Le droit de grève selon le droit néerlandais
Le droit de grève (stakingsrecht) aux Pays-Bas n'est pas codifié dans un texte législatif spécifique. Il est au contraire déduit de l'article 6(4) de la Charte sociale européenne (CSE), que les Pays-Bas ont ratifiée. Les tribunaux néerlandais – en particulier la Cour suprême (Hoge Raad) dans l'arrêt fondateur NS/FNV – ont établi que le droit de grève est un droit fondamental qui ne peut être restreint que si la grève est illégale à la lumière du principe de proportionnalité et des intérêts en jeu.
Une grève (staking) est une cessation collective et organisée du travail par les salariés visant à exercer une pression sur l'employeur, généralement dans le contexte de négociations collectives ou d'un différend du travail. Les grèves doivent être organisées par un syndicat ; les grèves sauvages (cessations de travail spontanées et désorganisées) jouissent d'une protection juridique plus faible.
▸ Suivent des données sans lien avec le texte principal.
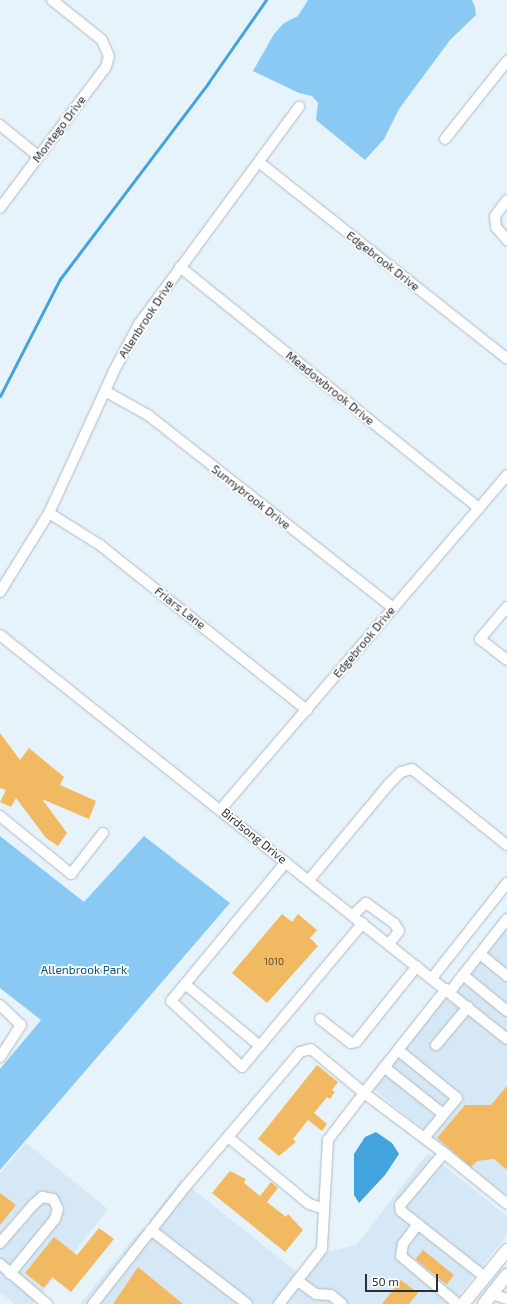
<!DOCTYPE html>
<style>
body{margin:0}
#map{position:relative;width:507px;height:1304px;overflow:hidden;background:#e7f3fb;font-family:"Exo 2",sans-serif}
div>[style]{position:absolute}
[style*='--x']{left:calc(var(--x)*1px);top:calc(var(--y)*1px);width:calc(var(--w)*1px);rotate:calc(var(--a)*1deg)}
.built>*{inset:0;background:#d6e8f5}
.green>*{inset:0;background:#89c9f3}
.water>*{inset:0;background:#43a3dd}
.stream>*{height:3px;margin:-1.5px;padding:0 1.5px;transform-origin:1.5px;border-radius:1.5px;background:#43a3dd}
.building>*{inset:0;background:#f1b961;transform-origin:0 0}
.roads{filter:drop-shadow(0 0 1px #aeb9c1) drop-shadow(0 0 1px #aeb9c1)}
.minor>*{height:10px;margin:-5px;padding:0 5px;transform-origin:5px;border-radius:5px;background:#fff}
.major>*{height:12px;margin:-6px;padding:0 6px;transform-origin:6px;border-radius:6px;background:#fff}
span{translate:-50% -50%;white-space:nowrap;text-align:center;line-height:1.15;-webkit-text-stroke:3.5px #fff;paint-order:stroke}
.number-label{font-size:10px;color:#5d523e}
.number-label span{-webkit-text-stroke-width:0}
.street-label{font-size:12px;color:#2c3033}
.park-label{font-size:12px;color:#07547b}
.scale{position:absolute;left:365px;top:1274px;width:73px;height:18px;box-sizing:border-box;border:2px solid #2c3033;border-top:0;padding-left:5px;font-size:12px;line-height:14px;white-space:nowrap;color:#2c3033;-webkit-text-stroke:3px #fff;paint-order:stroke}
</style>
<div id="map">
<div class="built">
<div style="clip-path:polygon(507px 910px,507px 1196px,373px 1089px)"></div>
<div style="clip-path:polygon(26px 1143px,108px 1209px,33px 1304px,14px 1304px,0 1292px,0 1173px)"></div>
<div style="clip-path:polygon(428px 1153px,507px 1216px,507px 1235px,452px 1304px,285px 1304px,324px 1253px,356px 1245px)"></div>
<div style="clip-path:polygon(181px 1180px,298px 1273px,275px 1304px,253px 1304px,149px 1221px)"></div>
<div style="clip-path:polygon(143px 1227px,240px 1304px,80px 1304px)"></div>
</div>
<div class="green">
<div style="clip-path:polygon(308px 0,472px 0,475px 7px,476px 15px,450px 40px,399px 109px,384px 139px,365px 160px,316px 120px,318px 103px,312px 96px,299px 93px,253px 71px,274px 34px,284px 23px,298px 16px)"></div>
<div style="clip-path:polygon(0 836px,84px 902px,144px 836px,230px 903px,0 1170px,0 1069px,41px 1020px,0 988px)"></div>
</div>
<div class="water">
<div style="clip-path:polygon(376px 1132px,392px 1143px,399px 1154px,385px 1175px,359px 1203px,354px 1195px,354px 1154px,365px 1137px)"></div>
</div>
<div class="stream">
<div style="--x:0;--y:396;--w:131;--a:-62.9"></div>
<div style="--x:60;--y:279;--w:246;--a:-52.9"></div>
<div style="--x:208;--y:83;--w:101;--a:-55.1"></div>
</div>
<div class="building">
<div style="clip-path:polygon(0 733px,20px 760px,29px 748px,64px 777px,60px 785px,96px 801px,89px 819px,42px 799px,67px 833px,58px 846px,46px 838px,16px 798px,11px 807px,0 802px,6px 790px,0 788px)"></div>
<div style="clip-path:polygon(282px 914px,292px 922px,298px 914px,317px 930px,310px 938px,318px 946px,267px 1003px,232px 973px)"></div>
<div style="clip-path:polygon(317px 1065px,338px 1082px,332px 1090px,335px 1092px,330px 1099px,327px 1097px,314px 1113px,327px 1124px,322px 1131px,308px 1120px,293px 1139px,296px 1142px,279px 1156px,258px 1139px)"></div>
<div style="clip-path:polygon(507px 1086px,507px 1170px,494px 1159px,477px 1161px,471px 1167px,437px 1138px,465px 1105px,491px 1105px)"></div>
<div style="clip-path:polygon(230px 1171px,246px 1179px,244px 1183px,260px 1196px,271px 1182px,278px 1188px,267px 1202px,286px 1217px,288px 1214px,303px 1230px,285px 1252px,212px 1193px)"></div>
<div style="clip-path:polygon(0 1193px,16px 1205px,0 1225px)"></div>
<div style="clip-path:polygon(99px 1228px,114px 1239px,71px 1292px,52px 1277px,44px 1288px,25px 1273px,54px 1237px,77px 1255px)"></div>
<div style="left:423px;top:1250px;width:40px;height:12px;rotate:39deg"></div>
<div style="clip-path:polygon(138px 1267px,183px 1304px,113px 1304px)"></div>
<div style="clip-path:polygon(401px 1280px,418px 1293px,409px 1304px,382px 1304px)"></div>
</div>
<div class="roads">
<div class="minor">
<div style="--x:0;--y:125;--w:49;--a:39.2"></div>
<div style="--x:445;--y:139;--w:100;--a:-51.5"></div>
<div style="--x:260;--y:163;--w:315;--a:38.4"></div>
<div style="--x:507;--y:200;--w:20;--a:127"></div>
<div style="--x:495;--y:216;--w:11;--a:85"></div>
<div style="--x:496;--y:227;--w:17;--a:50"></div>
<div style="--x:0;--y:208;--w:176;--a:-53.1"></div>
<div style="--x:106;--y:67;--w:11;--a:-75"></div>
<div style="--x:109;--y:56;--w:17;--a:-114"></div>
<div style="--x:102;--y:40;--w:64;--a:-141.3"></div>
<div style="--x:180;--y:267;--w:384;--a:38.9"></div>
<div style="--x:105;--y:391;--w:49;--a:29.2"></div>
<div style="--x:148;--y:415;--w:312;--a:38.2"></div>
<div style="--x:49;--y:513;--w:60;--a:32.1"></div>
<div style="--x:100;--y:545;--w:265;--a:38.6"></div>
<div style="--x:0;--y:592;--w:93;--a:-58.2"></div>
<div style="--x:49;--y:513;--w:158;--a:-65.4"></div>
<div style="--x:115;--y:369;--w:51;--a:-61.9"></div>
<div style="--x:139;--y:324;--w:270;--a:-53.6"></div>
<div style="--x:507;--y:607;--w:42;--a:130.2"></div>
<div style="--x:480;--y:639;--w:34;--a:38"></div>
<div style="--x:0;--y:635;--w:648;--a:38.55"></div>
<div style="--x:221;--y:809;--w:440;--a:-49.4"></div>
<div style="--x:0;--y:816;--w:92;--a:39.2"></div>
<div style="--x:71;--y:874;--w:52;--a:-52"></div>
<div style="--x:286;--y:862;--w:180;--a:129.6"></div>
<div style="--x:171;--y:1001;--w:97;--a:42.9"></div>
<div style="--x:242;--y:1067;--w:188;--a:-50"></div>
<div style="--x:309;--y:880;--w:125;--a:-50.2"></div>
<div style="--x:389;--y:784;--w:17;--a:-45"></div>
<div style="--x:401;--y:772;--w:11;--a:-15"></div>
<div style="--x:412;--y:769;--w:122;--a:38.7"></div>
<div style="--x:353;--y:915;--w:18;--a:-43"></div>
<div style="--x:366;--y:903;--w:34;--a:36"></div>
<div style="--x:394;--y:923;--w:9;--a:58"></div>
<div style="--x:399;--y:931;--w:16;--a:128"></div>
<div style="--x:480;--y:954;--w:35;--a:39"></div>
<div style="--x:463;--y:975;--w:71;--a:-51.8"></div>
<div style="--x:432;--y:978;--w:121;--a:-51.7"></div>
<div style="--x:185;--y:984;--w:97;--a:39.6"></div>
<div style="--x:446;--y:989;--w:132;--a:128.3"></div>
<div style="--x:364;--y:1093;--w:100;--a:36.9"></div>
<div style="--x:444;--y:1153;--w:68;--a:130.2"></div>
<div style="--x:400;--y:1205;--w:6;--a:81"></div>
<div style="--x:401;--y:1211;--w:107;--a:38.2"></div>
<div style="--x:450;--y:992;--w:21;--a:-53"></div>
<div style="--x:463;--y:975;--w:57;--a:39.3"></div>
<div style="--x:0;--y:1005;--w:29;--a:44"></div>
<div style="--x:21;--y:1025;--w:38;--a:123"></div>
<div style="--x:320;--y:1019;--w:39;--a:38"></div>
<div style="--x:351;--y:1043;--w:5;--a:-11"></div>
<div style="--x:356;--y:1042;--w:97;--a:-51.2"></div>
<div style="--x:436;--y:1045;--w:50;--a:-49.9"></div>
<div style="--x:398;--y:1050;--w:76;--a:39.1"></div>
<div style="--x:457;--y:1098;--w:50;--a:129.4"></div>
<div style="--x:384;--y:1067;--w:75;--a:38.5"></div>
<div style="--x:228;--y:1137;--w:105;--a:39.6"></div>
<div style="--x:309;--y:1204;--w:16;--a:18"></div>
<div style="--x:444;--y:1153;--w:81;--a:39"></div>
<div style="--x:418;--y:1224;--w:25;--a:127"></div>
<div style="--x:403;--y:1244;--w:12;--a:99"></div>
<div style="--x:401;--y:1256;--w:75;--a:40.1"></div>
<div style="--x:151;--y:1230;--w:121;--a:37.6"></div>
<div style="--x:0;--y:1243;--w:52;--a:-48.9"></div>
<div style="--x:34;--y:1204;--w:11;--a:-41"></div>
<div style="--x:42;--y:1197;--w:11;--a:10"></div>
<div style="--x:53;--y:1199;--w:11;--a:63"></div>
<div style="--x:58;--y:1209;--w:10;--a:107"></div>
<div style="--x:55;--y:1219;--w:71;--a:129.3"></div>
<div style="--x:0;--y:1264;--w:62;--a:40.4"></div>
<div style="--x:298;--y:1281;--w:22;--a:36"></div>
<div style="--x:316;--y:1294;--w:15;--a:4"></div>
<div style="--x:331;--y:1295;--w:14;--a:39"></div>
<div style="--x:492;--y:1294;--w:16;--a:18"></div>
<div style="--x:93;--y:1304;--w:150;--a:-51.8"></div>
<div style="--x:186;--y:1186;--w:176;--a:-49.6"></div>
<div style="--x:300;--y:1052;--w:11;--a:-15"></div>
<div style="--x:311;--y:1049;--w:69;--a:39.7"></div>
<div style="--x:364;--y:1093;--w:59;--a:127.5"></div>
<div style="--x:328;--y:1140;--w:109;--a:93.2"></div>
<div style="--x:322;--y:1249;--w:70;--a:128"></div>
</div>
<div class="major">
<div style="--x:463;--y:1304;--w:70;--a:-50.8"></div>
<div style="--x:484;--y:1304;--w:37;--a:-52"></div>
</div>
</div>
<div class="number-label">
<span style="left:274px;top:962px">1010</span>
</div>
<div class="street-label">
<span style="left:59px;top:129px;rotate:-53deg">Montego Drive</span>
<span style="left:383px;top:261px;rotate:38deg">Edgebrook Drive</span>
<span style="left:146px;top:319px;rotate:-57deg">Allenbrook Drive</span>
<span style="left:330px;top:388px;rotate:39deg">Meadowbrook Drive</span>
<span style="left:251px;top:497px;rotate:38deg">Sunnybrook Drive</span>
<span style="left:180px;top:608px;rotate:38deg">Friars Lane</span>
<span style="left:364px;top:642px;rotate:-50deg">Edgebrook Drive</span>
<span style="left:254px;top:836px;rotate:39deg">Birdsong Drive</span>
</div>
<div class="park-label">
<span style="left:84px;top:970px">Allenbrook Park</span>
</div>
<div class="scale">50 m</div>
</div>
Les salariés participant à une grève licite sont protégés contre un licenciement pour cette raison seule.
Quand une grève peut-elle être interdite selon le droit néerlandais ?
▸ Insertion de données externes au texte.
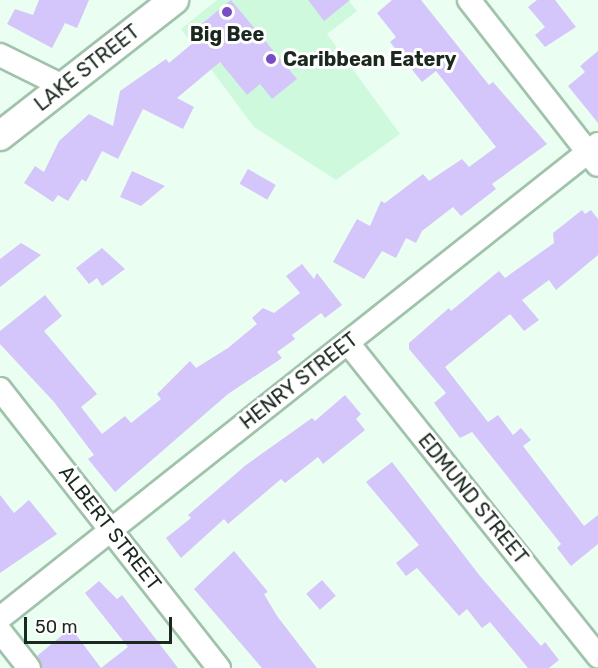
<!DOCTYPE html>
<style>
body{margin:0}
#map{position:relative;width:598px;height:668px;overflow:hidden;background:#eafff1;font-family:Rubik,sans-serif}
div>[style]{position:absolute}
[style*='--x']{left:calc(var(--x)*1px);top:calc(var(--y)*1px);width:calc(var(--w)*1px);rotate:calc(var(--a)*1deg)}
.built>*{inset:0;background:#cff9dd}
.building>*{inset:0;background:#d4c6fb;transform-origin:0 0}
.roads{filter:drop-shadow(2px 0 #a1c2ac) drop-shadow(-2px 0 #a1c2ac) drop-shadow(0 2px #a1c2ac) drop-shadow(0 -2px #a1c2ac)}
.minor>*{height:22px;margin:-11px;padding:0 11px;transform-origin:11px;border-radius:11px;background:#fff}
.major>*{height:28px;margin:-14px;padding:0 14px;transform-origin:14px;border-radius:14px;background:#fff}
.dots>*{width:16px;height:16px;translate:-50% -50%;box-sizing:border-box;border:3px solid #fff;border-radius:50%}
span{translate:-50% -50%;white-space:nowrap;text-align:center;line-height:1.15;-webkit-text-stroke:6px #fff;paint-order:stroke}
.poi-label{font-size:20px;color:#1b281f;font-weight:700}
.left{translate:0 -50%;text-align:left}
.street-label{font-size:20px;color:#1b281f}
.scale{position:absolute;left:24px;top:617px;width:148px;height:27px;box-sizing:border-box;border:3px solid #1b281f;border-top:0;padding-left:8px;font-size:18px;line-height:21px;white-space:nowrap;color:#1b281f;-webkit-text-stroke:4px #fff;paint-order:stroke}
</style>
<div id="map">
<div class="built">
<i style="clip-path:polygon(217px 0,348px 0,357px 11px,327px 34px,400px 134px,336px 180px,254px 127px,181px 29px)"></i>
</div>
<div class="building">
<i style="clip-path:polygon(39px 0,89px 0,77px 28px,65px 23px,52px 48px,7px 24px,15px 9px,33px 15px)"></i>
<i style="clip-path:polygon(231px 0,297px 79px,272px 99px,260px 84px,247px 95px,220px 62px,177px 98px,194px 107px,183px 129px,143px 109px,118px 159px,102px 151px,86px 182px,82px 179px,68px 201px,58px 195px,53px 202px,24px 183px,35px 166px,44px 172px,59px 141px,89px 114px,113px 126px,120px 91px,166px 59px,169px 63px,200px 37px,194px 30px)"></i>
<i style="clip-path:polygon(308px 0,350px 0,324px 21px)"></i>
<i style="clip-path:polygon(392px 0,421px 0,489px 85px,493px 82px,547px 144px,492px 184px,496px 189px,461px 216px,453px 207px,422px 231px,416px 243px,406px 238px,396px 258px,382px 251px,364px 279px,333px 262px,357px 219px,370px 226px,381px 201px,385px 203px,423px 174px,429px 181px,462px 159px,469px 167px,496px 147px,436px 71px,422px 82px,390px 42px,396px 37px,377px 13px)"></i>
<i style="clip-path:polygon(537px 0,555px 0,576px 27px,545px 47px,535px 35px,545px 27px,528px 7px)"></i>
<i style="clip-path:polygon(598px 51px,598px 123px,568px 86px,585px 72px,580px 66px)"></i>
<i style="left:248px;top:169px;width:32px;height:17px;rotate:30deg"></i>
<i style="clip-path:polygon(132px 171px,165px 186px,141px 206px,120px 197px)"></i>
<i style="clip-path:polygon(582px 210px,585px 214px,591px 210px,598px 219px,598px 255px,556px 290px,549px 280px,522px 300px,539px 320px,524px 331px,510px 314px,445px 367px,488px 422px,498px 415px,513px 435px,521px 428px,531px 440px,523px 446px,584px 526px,598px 515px,598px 544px,571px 566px,557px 548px,561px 544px,472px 432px,460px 438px,434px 403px,446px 393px,409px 349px,409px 343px,449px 308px,451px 311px,499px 271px,505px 278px,554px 243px,553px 233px)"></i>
<i style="clip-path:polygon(21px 243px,41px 255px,0 287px,0 259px)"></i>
<i style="clip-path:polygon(102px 248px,125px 269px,102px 286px,97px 278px,89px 284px,76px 268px)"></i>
<i style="clip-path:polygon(302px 264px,314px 279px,317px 273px,342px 305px,325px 318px,321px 313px,292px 335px,295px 339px,277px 352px,282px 358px,228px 394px,115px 492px,88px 459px,94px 455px,54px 402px,0 344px,0 331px,45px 295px,62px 316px,44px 331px,97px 394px,81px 407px,102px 434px,125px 416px,131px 423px,161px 399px,157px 394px,190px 361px,196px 368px,228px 348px,257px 324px,252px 318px,263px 308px,274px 313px,300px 293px,286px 276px)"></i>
<i style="clip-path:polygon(345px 395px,361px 414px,356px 419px,365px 430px,323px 464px,318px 457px,285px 483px,281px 479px,228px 524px,224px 519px,181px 558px,166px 538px,191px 518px,188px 515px,246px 465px,312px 418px,315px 421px)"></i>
<i style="clip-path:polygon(392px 462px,480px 576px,541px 646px,545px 642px,559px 660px,549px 668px,528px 668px,490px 622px,482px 628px,467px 609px,459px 616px,417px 568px,406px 576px,396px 563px,419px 545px,366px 482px)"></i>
<i style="clip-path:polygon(0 495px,14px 513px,29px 500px,57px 534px,0 573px)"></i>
<i style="clip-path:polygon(234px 551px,268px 592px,264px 594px,277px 616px,317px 668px,262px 668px,194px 589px)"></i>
<i style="left:322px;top:580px;width:21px;height:21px;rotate:49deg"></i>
<i style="clip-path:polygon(99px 581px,117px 599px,122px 595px,178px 668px,42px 668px,37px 656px,71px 628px,101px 668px,128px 647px,85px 593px)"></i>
</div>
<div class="roads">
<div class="minor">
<i style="--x:469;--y:0;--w:209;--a:52"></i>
<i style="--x:0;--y:55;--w:70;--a:26.2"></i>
<i style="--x:348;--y:343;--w:401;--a:51.4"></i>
<i style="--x:0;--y:389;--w:355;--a:51.9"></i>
<i style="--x:0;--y:618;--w:763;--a:-38.4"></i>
<i style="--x:0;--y:631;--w:47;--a:51.9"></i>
</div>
<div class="major">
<i style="--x:0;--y:136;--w:221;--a:-38"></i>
</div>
</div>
<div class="dots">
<i style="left:227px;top:12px;background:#794dc6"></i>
<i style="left:271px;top:59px;background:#794dc6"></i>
</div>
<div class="poi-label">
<span style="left:227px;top:34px">Big Bee</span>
<span class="left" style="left:283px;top:59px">Caribbean Eatery</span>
</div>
<div class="street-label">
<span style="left:87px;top:68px;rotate:-38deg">LAKE STREET</span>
<span style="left:299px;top:381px;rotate:-38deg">HENRY STREET</span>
<span style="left:473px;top:499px;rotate:51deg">EDMUND STREET</span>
<span style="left:110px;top:528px;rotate:52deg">ALBERT STREET</span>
</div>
<div class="scale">50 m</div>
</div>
Les tribunaux peuvent interdire une grève ou imposer des conditions par voie d'une ordonnance de référé (kort geding) si la grève est disproportionnée par rapport aux intérêts qu'elle sert, s'il n'y a pas eu de négociations préalables significatives, si elle met en danger la sécurité ou la santé publiques, ou si les obligations de service minimum ne sont pas maintenues. Les services essentiels tels que les soins d'urgence, le contrôle du trafic aérien et certains services publics sont particulièrement sensibles aux interventions judiciaires.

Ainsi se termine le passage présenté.